Approaching the first baby bird, I knelt down. He was so tiny. I expected to have trouble picking him up. However he craned his head on his too thin little neck toward my hand and actually seemed to do his best to work his way into my palm. I can’t in good conscious say he was cute… He was bald with huge closed eyes, however it was odd to me the similarities he seemed to share with fetal humans. We all start out pretty scrawny and ugly and I felt a maternal sort of protectiveness for him. I put him back in the nest, then went to help his sibling who I thought was already dead. I was wrong, though! He, too, craned toward my hand.
The rest of the afternoon I worried over them. Their mother flew back and forth to the nest and I thought maybe they’d be ok. A lady from Oak Mt. called me back and told me I’d done the right thing (and, for future reference, the gloves were unnecessary. The whole thing about your scent making the mother abandon them is a myth) and that the mother could tell whether or not they would make it.
They didn’t make it. I confess I cried.
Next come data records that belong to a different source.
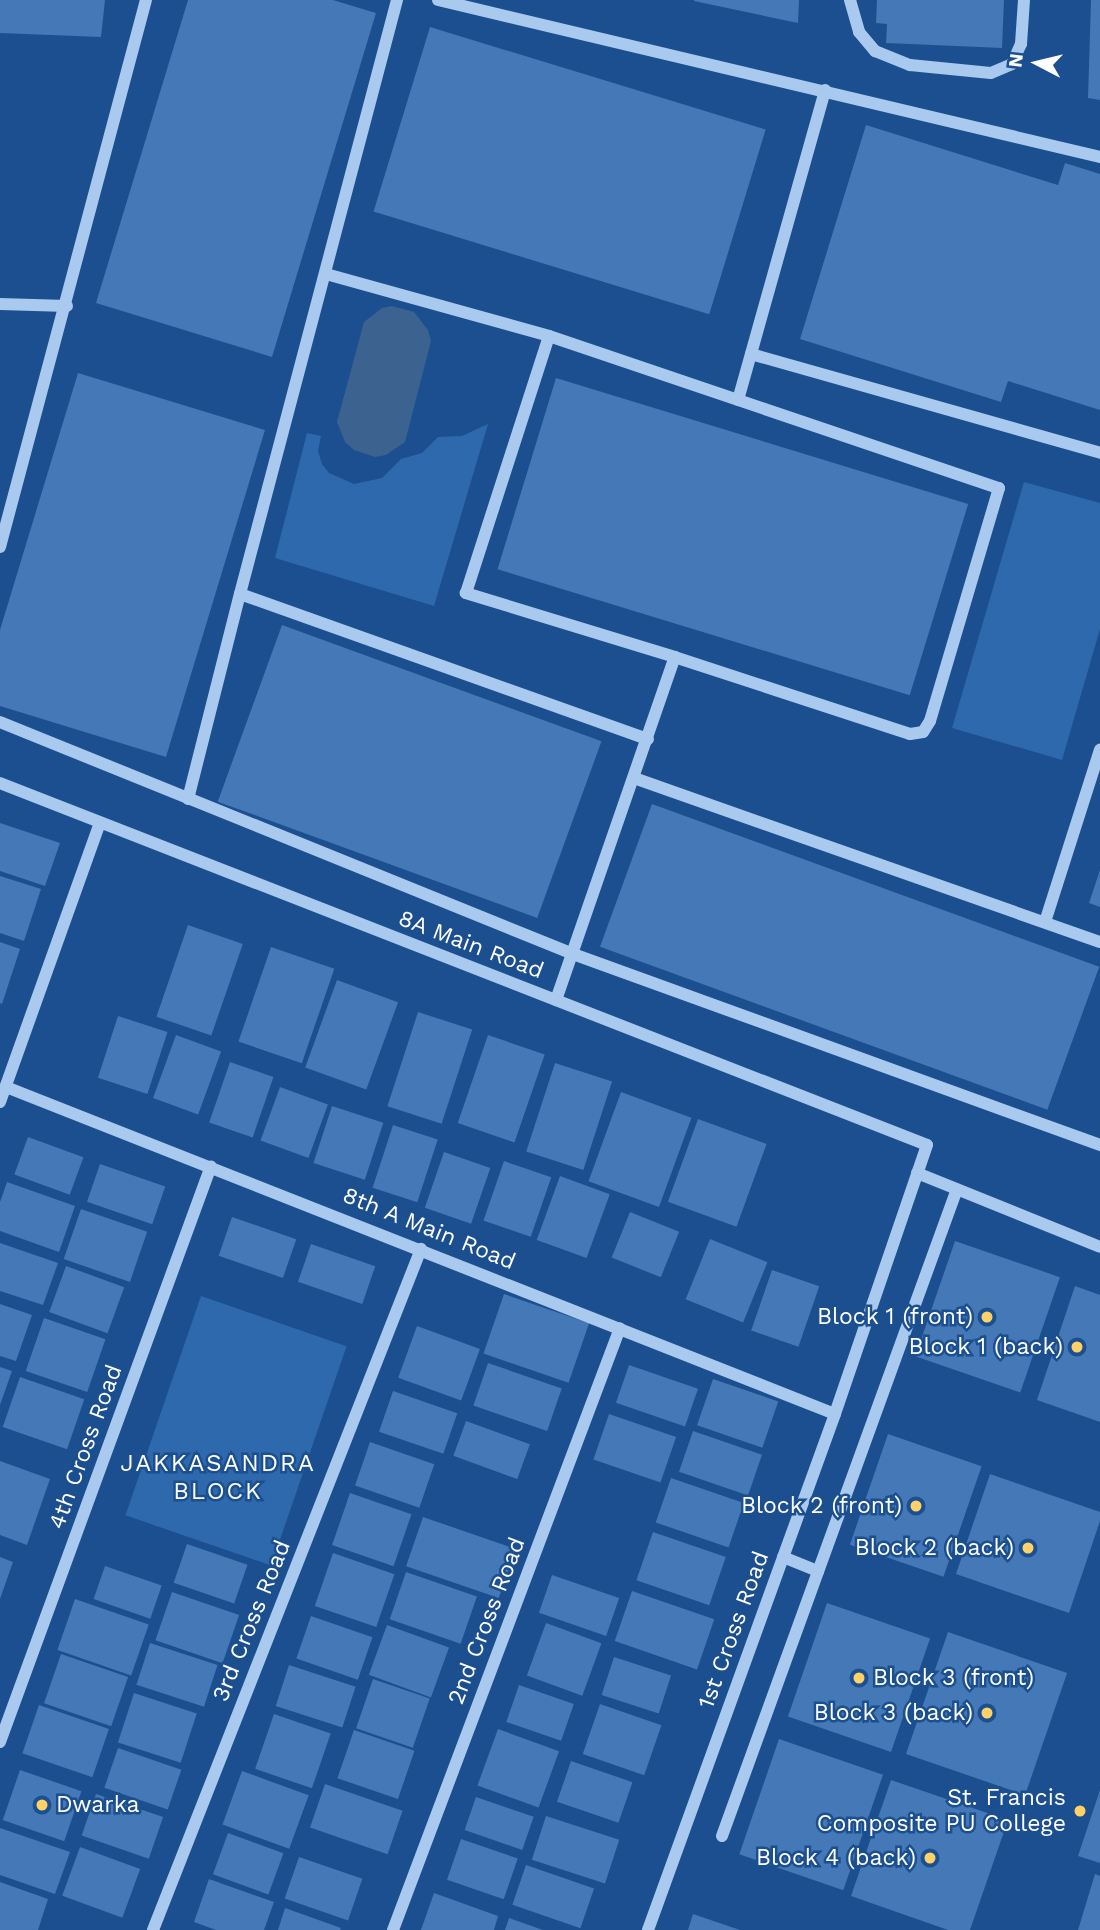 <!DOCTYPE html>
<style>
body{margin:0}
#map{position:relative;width:1100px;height:1930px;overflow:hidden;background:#1b4f8f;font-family:"Work Sans",sans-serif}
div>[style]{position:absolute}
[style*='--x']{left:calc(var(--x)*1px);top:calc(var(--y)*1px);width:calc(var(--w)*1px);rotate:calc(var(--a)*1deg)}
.green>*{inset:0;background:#2e69ad;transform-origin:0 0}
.water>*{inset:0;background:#3c6290}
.building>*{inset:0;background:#4478b7;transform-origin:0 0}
.minor>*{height:12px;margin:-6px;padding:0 6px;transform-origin:6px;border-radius:6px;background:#a9c9ee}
.dots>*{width:19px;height:19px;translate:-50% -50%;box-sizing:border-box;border:4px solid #1b4f8f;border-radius:50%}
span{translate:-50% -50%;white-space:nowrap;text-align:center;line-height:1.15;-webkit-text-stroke:5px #1b4f8f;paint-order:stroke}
.street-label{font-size:23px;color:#fff}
.poi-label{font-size:23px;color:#fff}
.right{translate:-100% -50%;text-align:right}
.left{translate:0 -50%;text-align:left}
.neighbourhood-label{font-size:24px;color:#fff;letter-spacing:2px}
.north{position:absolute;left:1002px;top:28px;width:70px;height:70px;-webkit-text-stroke:5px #1b4f8f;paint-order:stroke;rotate:277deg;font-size:19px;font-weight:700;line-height:28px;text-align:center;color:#fff}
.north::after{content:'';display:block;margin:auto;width:24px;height:32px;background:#fff;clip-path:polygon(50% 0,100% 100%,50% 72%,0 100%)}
</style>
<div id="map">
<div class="green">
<i style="clip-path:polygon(488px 424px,434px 606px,275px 558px,307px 433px,321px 436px,318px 451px,322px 464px,329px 473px,354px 484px,382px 478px,401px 459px,422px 453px,438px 437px,462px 436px)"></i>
<i style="clip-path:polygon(1024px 482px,1100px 503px,1100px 629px,1062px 760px,952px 728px)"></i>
<i style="left:201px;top:1296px;width:154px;height:232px;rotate:19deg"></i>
</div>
<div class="water">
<i style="clip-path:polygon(392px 306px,414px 312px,428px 330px,431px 341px,405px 442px,386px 455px,375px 457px,354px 450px,345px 442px,337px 422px,364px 322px,382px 308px)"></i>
</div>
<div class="building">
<i style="clip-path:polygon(0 0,105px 0,101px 37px,0 33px)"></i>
<i style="clip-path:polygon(188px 0,333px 0,376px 13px,272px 357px,96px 303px)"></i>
<i style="clip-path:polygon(694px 0,799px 0,798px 23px,694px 1px)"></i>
<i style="clip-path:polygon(877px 0,1004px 0,1002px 48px,886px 43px,887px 24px,876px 23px)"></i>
<i style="clip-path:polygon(1091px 0,1100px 0,1100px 100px,1088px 98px)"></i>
<i style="left:430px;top:27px;width:351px;height:193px;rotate:17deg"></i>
<i style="clip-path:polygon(866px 125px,1058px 185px,1065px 163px,1100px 174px,1100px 410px,1008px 381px,1001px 402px,800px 339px)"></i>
<i style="clip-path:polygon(78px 373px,265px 430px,166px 757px,0 706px,0 630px)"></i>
<i style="left:556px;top:378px;width:431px;height:200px;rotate:17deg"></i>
<i style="left:282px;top:625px;width:340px;height:188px;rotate:20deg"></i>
<i style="left:652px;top:804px;width:476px;height:152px;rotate:20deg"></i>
<i style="clip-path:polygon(0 823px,60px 843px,45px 886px,0 871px)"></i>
<i style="clip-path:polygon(1100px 870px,1100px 907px,1089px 903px)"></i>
<i style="clip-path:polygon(0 876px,41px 889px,24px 941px,0 933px)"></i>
<i style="left:188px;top:925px;width:58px;height:97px;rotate:19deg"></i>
<i style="clip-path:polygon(0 942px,20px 949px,2px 1004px,0 1003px)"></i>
<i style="left:271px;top:947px;width:67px;height:100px;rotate:19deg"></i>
<i style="left:337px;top:980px;width:65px;height:93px;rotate:20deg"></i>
<i style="left:418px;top:1012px;width:57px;height:99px;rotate:18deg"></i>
<i style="left:118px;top:1016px;width:52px;height:65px;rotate:18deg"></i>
<i style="left:176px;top:1035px;width:48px;height:67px;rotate:20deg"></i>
<i style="left:488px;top:1035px;width:60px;height:93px;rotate:19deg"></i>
<i style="left:230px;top:1062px;width:46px;height:64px;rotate:19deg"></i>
<i style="left:555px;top:1063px;width:60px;height:93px;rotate:18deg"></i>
<i style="left:280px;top:1087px;width:51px;height:57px;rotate:20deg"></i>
<i style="left:621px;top:1092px;width:75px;height:95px;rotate:20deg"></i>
<i style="left:332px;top:1106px;width:54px;height:60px;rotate:18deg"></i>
<i style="left:698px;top:1119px;width:73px;height:88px;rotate:20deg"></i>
<i style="left:393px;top:1125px;width:47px;height:66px;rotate:18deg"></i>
<i style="left:28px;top:1137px;width:59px;height:40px;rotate:20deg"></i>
<i style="left:444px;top:1152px;width:49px;height:59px;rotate:19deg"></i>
<i style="left:504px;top:1161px;width:50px;height:63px;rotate:19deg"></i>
<i style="left:100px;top:1164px;width:69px;height:40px;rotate:19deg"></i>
<i style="left:560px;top:1176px;width:53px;height:68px;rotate:20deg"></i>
<i style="clip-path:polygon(7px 1182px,75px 1206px,59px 1252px,0 1231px,0 1202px)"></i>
<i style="left:81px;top:1209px;width:70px;height:53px;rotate:19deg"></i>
<i style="left:630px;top:1212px;width:53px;height:49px;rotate:22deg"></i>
<i style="left:232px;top:1217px;width:68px;height:41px;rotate:19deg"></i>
<i style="left:710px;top:1239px;width:62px;height:65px;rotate:22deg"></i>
<i style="left:955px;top:1241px;width:111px;height:122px;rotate:19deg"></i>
<i style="clip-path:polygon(0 1243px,58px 1263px,43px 1305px,0 1291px)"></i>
<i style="left:311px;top:1244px;width:68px;height:40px;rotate:19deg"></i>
<i style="left:66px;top:1266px;width:62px;height:49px;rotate:20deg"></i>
<i style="left:772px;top:1270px;width:50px;height:64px;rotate:19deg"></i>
<i style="clip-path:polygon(1075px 1286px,1100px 1295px,1100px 1422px,1037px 1400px)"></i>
<i style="left:504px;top:1294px;width:90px;height:63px;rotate:19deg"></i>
<i style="clip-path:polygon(0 1304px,32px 1315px,16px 1361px,0 1356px)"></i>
<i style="left:44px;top:1318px;width:65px;height:56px;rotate:19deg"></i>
<i style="left:417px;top:1326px;width:67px;height:55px;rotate:20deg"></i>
<i style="left:488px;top:1363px;width:78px;height:45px;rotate:19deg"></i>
<i style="left:629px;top:1365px;width:73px;height:40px;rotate:19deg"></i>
<i style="clip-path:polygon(0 1367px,12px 1371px,0 1405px)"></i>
<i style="left:20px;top:1377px;width:68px;height:53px;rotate:19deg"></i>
<i style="left:713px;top:1379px;width:69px;height:49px;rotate:19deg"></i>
<i style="left:393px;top:1391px;width:68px;height:43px;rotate:19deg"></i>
<i style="left:609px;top:1414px;width:71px;height:48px;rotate:19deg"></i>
<i style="left:466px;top:1421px;width:68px;height:37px;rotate:20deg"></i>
<i style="left:693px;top:1431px;width:73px;height:43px;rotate:19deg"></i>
<i style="left:888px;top:1434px;width:99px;height:117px;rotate:19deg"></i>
<i style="left:370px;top:1442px;width:68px;height:46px;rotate:19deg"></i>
<i style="clip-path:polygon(0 1461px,50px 1479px,27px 1545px,0 1535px)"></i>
<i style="clip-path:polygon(990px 1474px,1100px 1512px,1100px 1521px,1069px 1613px,956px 1574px)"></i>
<i style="left:671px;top:1478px;width:77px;height:47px;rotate:19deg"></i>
<i style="left:350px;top:1493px;width:65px;height:55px;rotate:19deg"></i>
<i style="left:423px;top:1517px;width:98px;height:52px;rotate:19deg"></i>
<i style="left:653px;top:1532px;width:77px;height:51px;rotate:19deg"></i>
<i style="left:187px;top:1544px;width:64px;height:41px;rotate:19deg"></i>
<i style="left:333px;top:1553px;width:65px;height:56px;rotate:19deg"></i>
<i style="clip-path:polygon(0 1557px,13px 1562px,0 1599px)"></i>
<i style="left:105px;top:1566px;width:60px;height:35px;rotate:19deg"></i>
<i style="left:406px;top:1572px;width:75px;height:50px;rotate:19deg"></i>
<i style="left:552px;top:1575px;width:71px;height:40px;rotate:19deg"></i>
<i style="left:632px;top:1591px;width:87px;height:53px;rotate:19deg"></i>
<i style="left:172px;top:1592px;width:71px;height:51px;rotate:19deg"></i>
<i style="left:75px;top:1599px;width:78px;height:54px;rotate:19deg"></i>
<i style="left:827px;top:1603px;width:109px;height:120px;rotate:19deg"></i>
<i style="left:311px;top:1616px;width:65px;height:45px;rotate:19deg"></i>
<i style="left:546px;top:1623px;width:59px;height:56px;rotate:20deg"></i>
<i style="left:387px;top:1625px;width:66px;height:53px;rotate:20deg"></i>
<i style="left:948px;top:1632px;width:126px;height:129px;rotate:19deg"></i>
<i style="left:150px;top:1643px;width:71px;height:44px;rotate:18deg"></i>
<i style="left:61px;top:1654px;width:71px;height:52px;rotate:19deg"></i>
<i style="left:614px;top:1657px;width:60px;height:40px;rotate:18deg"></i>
<i style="left:289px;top:1665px;width:70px;height:43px;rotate:18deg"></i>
<i style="left:373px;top:1679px;width:60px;height:52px;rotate:19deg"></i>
<i style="left:519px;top:1685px;width:58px;height:39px;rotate:19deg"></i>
<i style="left:134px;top:1693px;width:66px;height:52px;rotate:18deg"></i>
<i style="left:600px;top:1704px;width:65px;height:53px;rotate:19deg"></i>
<i style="left:39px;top:1705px;width:74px;height:51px;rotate:19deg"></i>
<i style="left:274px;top:1714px;width:60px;height:58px;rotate:19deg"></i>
<i style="left:498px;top:1729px;width:65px;height:60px;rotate:20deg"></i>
<i style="left:354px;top:1730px;width:64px;height:51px;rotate:19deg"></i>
<i style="left:779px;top:1739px;width:110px;height:122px;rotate:19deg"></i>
<i style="left:118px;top:1748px;width:67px;height:42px;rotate:19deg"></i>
<i style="left:571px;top:1761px;width:65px;height:43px;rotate:19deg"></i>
<i style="left:20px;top:1770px;width:65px;height:53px;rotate:19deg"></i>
<i style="left:242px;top:1771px;width:71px;height:57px;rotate:20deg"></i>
<i style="clip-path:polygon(891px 1780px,1008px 1820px,970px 1930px,948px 1930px,851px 1896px)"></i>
<i style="left:325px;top:1784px;width:82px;height:46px;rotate:19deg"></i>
<i style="clip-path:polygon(1100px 1790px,1100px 1863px,1078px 1856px)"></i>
<i style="left:96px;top:1794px;width:71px;height:44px;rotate:19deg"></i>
<i style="left:476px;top:1797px;width:61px;height:35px;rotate:19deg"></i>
<i style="left:546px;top:1816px;width:77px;height:46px;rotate:18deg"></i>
<i style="clip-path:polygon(0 1828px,70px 1852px,55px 1894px,0 1875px)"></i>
<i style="left:228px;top:1833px;width:59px;height:44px;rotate:20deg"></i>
<i style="left:461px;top:1839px;width:60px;height:43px;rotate:19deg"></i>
<i style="left:80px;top:1847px;width:64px;height:52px;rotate:20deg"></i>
<i style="left:299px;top:1857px;width:67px;height:44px;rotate:19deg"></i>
<i style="left:526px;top:1865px;width:72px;height:42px;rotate:19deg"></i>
<i style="clip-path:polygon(1095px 1874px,1100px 1876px,1100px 1930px,1078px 1930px)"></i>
<i style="clip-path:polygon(209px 1879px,274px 1902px,264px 1930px,216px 1930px,194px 1922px)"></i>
<i style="clip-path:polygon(0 1882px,48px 1899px,38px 1930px,0 1930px)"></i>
<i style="clip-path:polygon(434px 1893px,498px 1916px,494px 1930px,421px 1930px)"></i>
<i style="clip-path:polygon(285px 1908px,341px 1928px,340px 1930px,278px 1930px)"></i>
<i style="clip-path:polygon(693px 1914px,740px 1930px,688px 1930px)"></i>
<i style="clip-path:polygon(509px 1918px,543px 1930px,505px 1930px)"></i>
</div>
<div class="minor">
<i style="--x:397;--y:0;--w:614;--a:104.81"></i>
<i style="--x:240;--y:594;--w:433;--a:19.6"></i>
<i style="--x:438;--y:0;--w:680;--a:13.34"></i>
<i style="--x:850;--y:0;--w:33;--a:74"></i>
<i style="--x:859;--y:32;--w:25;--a:50"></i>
<i style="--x:875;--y:51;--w:38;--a:22"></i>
<i style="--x:910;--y:65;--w:81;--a:5.6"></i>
<i style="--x:991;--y:73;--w:23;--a:-23"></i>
<i style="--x:1012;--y:64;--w:22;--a:-66"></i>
<i style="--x:1021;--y:44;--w:44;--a:-86.1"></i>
<i style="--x:326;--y:274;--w:231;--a:15.5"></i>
<i style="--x:549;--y:336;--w:475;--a:18.7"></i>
<i style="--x:999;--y:488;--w:243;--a:106.5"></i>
<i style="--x:930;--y:721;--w:13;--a:122"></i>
<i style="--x:923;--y:732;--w:13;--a:171"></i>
<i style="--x:910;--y:734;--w:247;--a:-161.9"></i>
<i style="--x:675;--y:657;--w:219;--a:-163"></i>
<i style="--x:466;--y:593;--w:270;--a:-72.1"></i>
<i style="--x:0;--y:304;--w:67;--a:1.7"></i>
<i style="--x:751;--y:354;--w:363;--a:15.8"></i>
<i style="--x:738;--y:400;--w:322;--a:-74.3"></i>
<i style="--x:0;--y:547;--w:566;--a:-75.06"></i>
<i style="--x:0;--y:722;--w:618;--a:22.04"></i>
<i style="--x:573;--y:954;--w:561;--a:19.92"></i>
<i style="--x:634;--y:778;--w:494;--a:19.4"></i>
<i style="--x:0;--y:783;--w:995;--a:21.33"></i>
<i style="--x:927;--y:1145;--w:284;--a:108.9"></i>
<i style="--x:835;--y:1414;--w:549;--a:109.92"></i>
<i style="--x:188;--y:799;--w:211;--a:-75.8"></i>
<i style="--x:1045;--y:922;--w:181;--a:-72.3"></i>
<i style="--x:556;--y:1000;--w:363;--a:-70.9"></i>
<i style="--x:6;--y:1087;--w:891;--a:21.53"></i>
<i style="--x:0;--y:1102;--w:296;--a:-70.3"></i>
<i style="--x:917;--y:1173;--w:197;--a:22"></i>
<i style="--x:783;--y:1557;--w:38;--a:22"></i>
<i style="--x:0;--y:1742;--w:613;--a:-69.88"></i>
<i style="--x:722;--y:1836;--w:688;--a:-70.04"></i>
<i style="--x:153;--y:1930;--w:732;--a:-68.52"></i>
<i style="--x:393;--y:1930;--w:643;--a:-69.34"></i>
</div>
<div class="dots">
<i style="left:987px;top:1317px;background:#ffd166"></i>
<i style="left:1077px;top:1347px;background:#ffd166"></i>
<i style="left:916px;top:1506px;background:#ffd166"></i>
<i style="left:1028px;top:1548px;background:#ffd166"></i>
<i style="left:859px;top:1678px;background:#ffd166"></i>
<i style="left:987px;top:1713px;background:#ffd166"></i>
<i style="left:42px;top:1805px;background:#ffd166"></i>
<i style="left:1080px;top:1811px;background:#ffd166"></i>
<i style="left:930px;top:1858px;background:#ffd166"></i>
</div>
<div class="street-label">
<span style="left:471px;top:945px;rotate:21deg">8A Main Road</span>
<span style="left:429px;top:1229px;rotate:22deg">8th A Main Road</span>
<span style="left:86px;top:1447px;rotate:-70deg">4th Cross Road</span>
<span style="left:252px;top:1621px;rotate:-68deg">3rd Cross Road</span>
<span style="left:487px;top:1621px;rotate:-69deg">2nd Cross Road</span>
<span style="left:734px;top:1630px;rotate:-70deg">1st Cross Road</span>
</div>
<div class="poi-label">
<span class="right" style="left:973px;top:1317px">Block 1 (front)</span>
<span class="right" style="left:1063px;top:1347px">Block 1 (back)</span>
<span class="right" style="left:902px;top:1506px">Block 2 (front)</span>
<span class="right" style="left:1014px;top:1548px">Block 2 (back)</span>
<span class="left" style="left:873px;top:1678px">Block 3 (front)</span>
<span class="right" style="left:973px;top:1713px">Block 3 (back)</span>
<span class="right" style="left:1066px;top:1811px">St. Francis<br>Composite PU College</span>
<span class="left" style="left:56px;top:1805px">Dwarka</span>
<span class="right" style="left:916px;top:1858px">Block 4 (back)</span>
</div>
<div class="neighbourhood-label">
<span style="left:218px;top:1478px">JAKKASANDRA<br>BLOCK</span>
</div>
<div class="north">N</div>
</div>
So yesterday, despite other things I needed to do during my little girl’s nap, I had a bird funeral. I put them under the tree where I normally saw their mother. Walking into the garage to put away my spade and gloves, I heard a familiar chirping. I looked up to see the edges of a nest high in the rafters near a space where the roof and wall don’t quite connect, leaving an opening to the outside. New babies! In my garage! I smiled.
This weekend I think I’ll buy some flowers to plant in the basket.